• **Supplied data**:
- - -

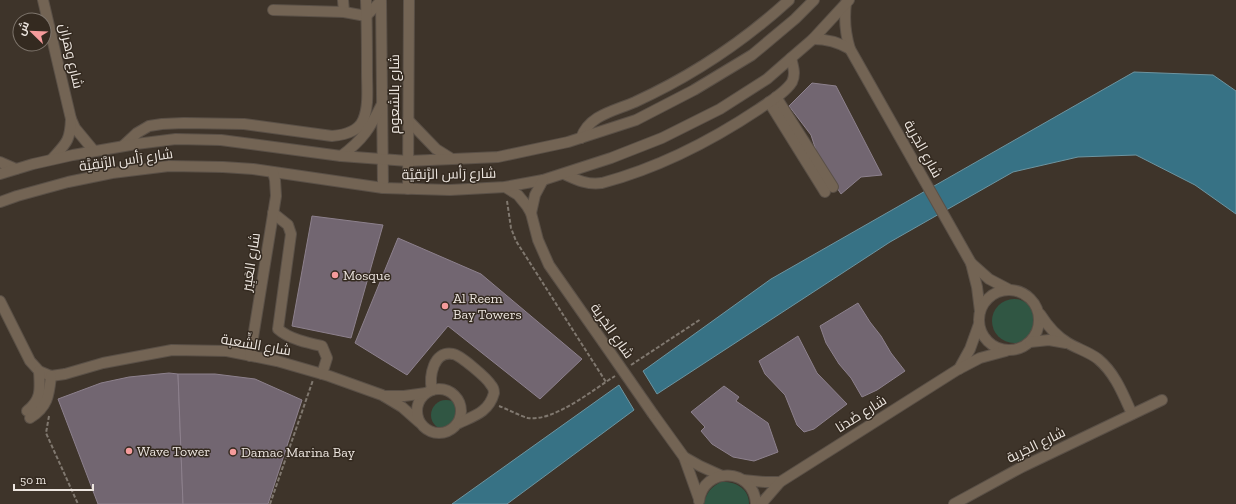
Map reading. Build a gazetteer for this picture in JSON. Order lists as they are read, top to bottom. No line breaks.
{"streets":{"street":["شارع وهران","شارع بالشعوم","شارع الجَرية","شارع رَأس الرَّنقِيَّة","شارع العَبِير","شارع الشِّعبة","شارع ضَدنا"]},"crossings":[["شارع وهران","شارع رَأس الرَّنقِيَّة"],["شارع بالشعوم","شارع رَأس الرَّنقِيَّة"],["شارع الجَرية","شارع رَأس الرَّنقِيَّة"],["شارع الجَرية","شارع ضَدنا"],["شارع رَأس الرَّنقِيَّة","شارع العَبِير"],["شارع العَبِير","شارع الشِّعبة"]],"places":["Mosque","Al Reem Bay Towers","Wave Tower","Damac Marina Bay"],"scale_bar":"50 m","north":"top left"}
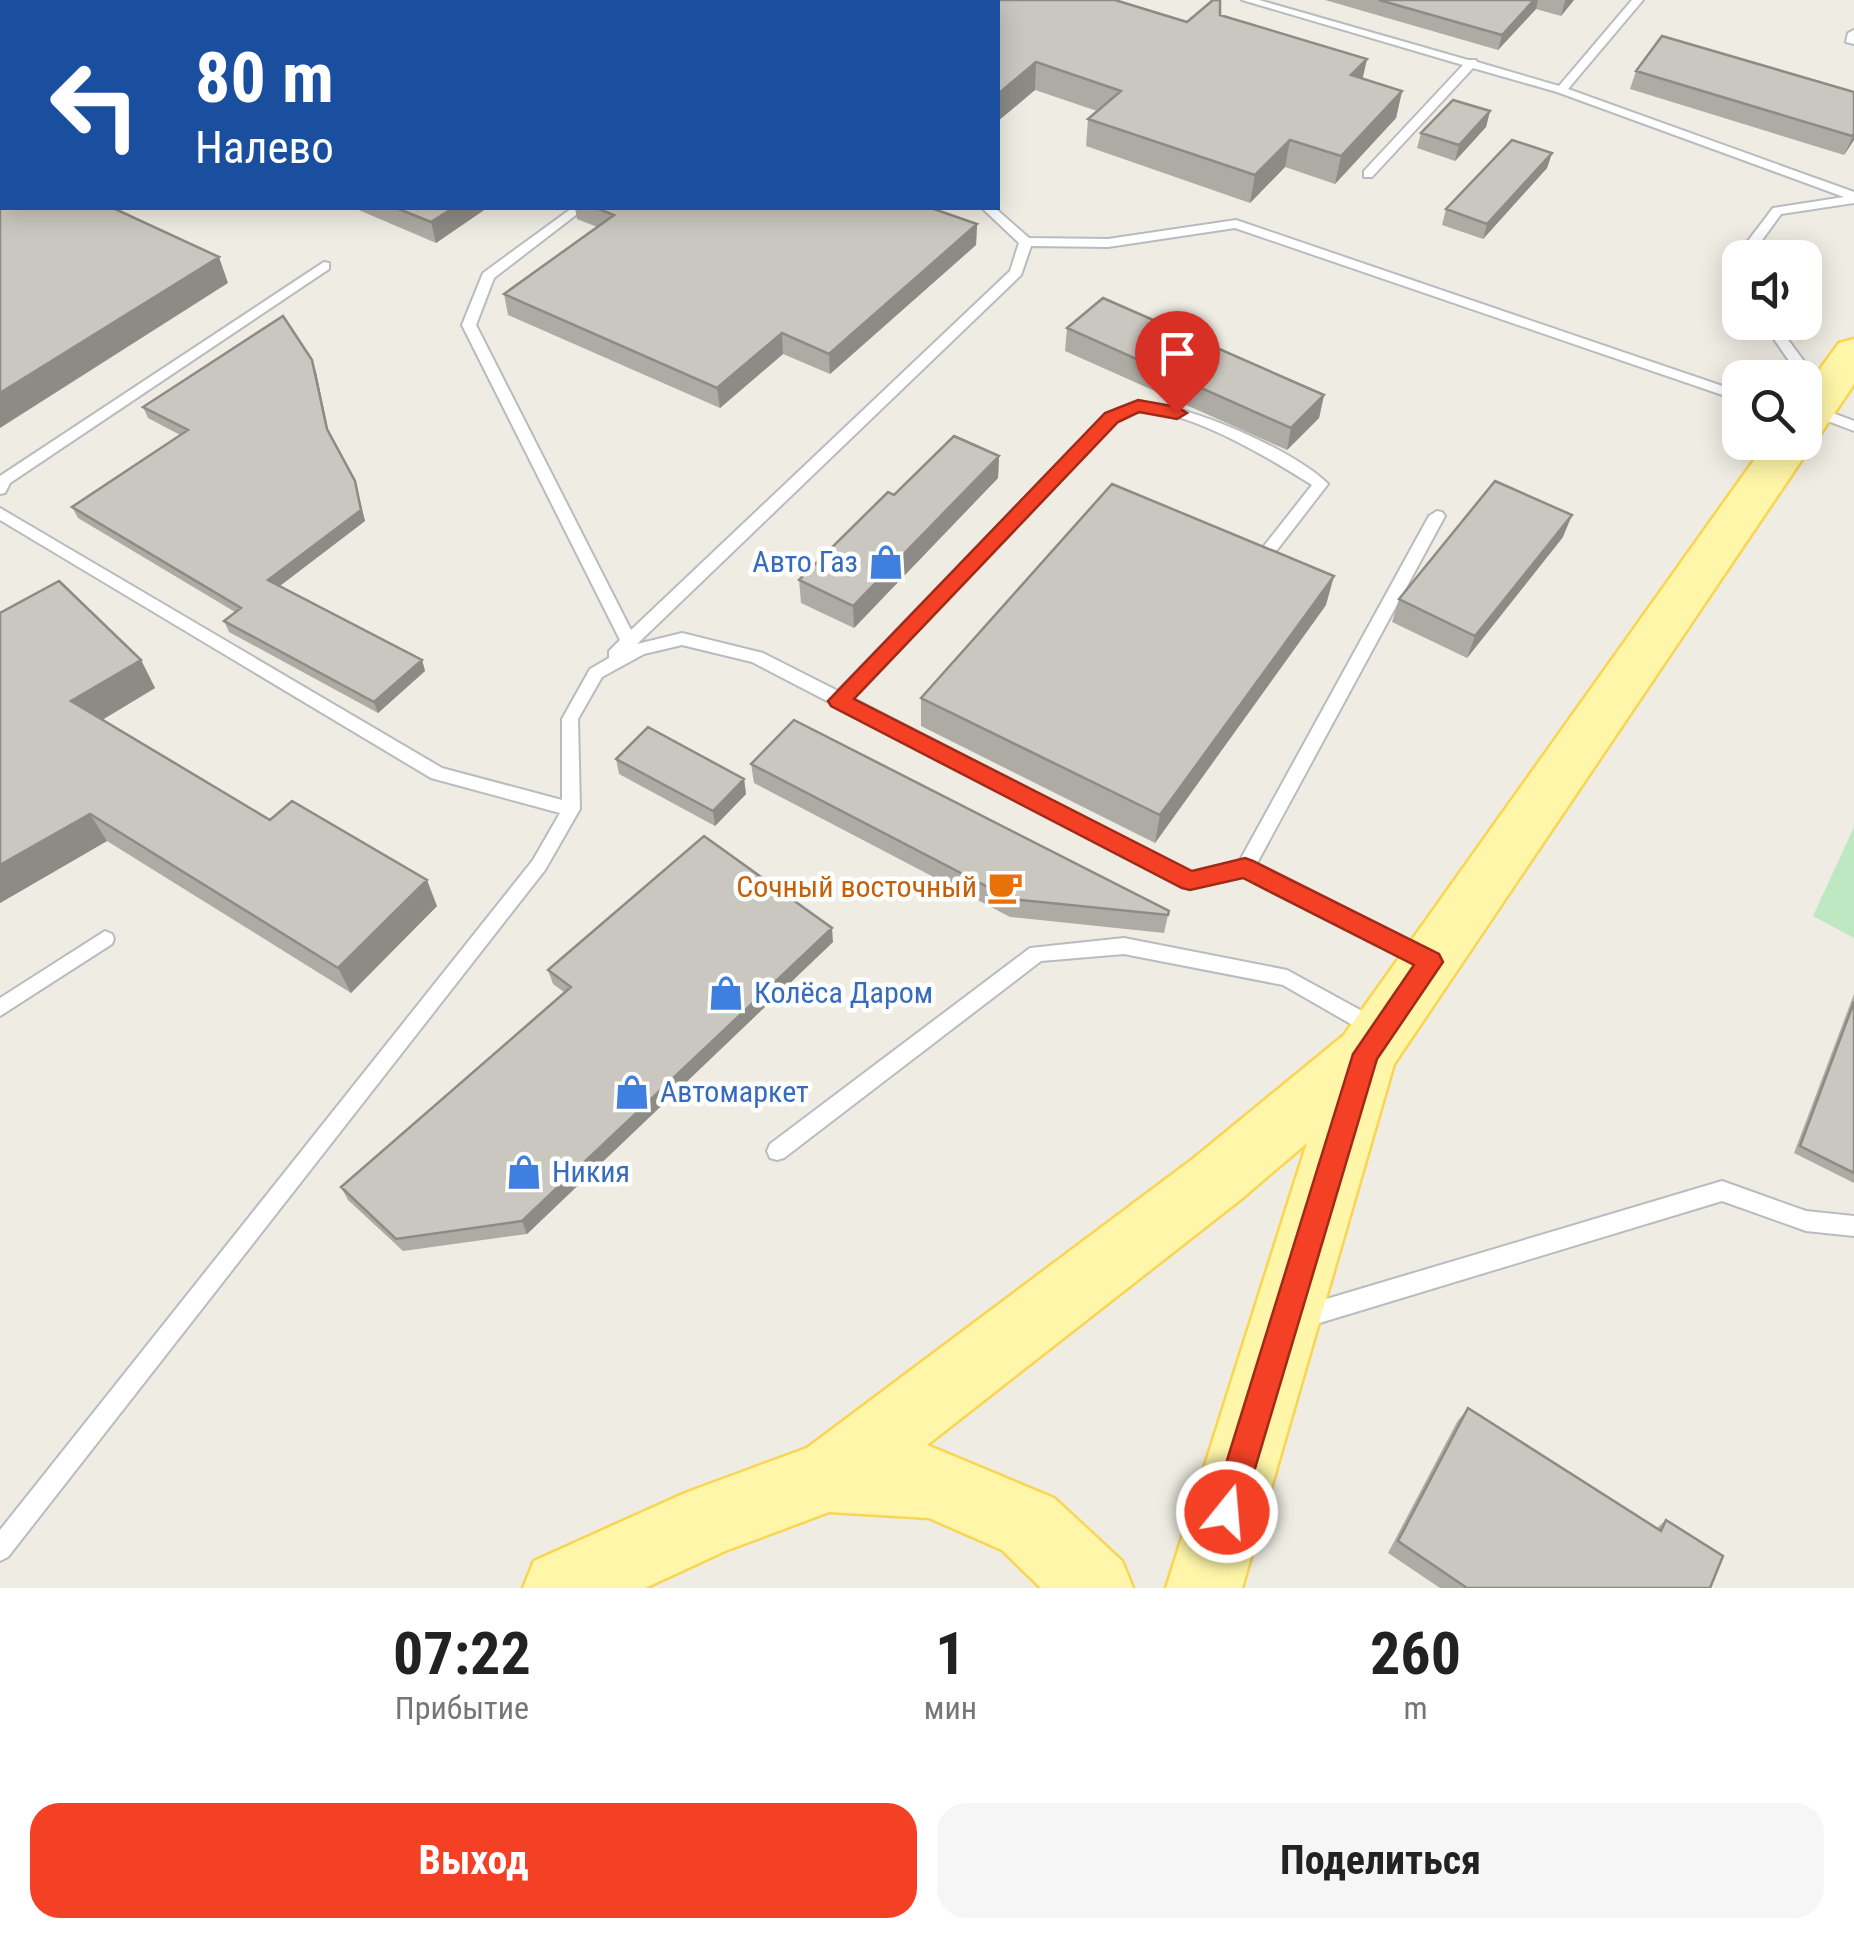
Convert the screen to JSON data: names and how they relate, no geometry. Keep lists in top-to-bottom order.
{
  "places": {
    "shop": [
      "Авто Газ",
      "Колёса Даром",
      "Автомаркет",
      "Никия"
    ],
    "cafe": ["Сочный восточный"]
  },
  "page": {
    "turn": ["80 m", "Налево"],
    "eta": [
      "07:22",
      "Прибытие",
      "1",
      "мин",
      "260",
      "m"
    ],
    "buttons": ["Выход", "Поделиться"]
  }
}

- - -

Skipping the images, write out the whole listing exactly.

• **Written answer**:
Map reading. Build a gazetteer for this picture in JSON. Order lists as they are read, top to bottom. No line breaks.
{"streets":{"street":["شارع وهران","شارع بالشعوم","شارع الجَرية","شارع رَأس الرَّنقِيَّة","شارع العَبِير","شارع الشِّعبة","شارع ضَدنا"]},"crossings":[["شارع وهران","شارع رَأس الرَّنقِيَّة"],["شارع بالشعوم","شارع رَأس الرَّنقِيَّة"],["شارع الجَرية","شارع رَأس الرَّنقِيَّة"],["شارع الجَرية","شارع ضَدنا"],["شارع رَأس الرَّنقِيَّة","شارع العَبِير"],["شارع العَبِير","شارع الشِّعبة"]],"places":["Mosque","Al Reem Bay Towers","Wave Tower","Damac Marina Bay"],"scale_bar":"50 m","north":"top left"}
Convert the screen to JSON data: names and how they relate, no geometry. Keep lists in top-to-bottom order.
{
  "places": {
    "shop": [
      "Авто Газ",
      "Колёса Даром",
      "Автомаркет",
      "Никия"
    ],
    "cafe": ["Сочный восточный"]
  },
  "page": {
    "turn": ["80 m", "Налево"],
    "eta": [
      "07:22",
      "Прибытие",
      "1",
      "мин",
      "260",
      "m"
    ],
    "buttons": ["Выход", "Поделиться"]
  }
}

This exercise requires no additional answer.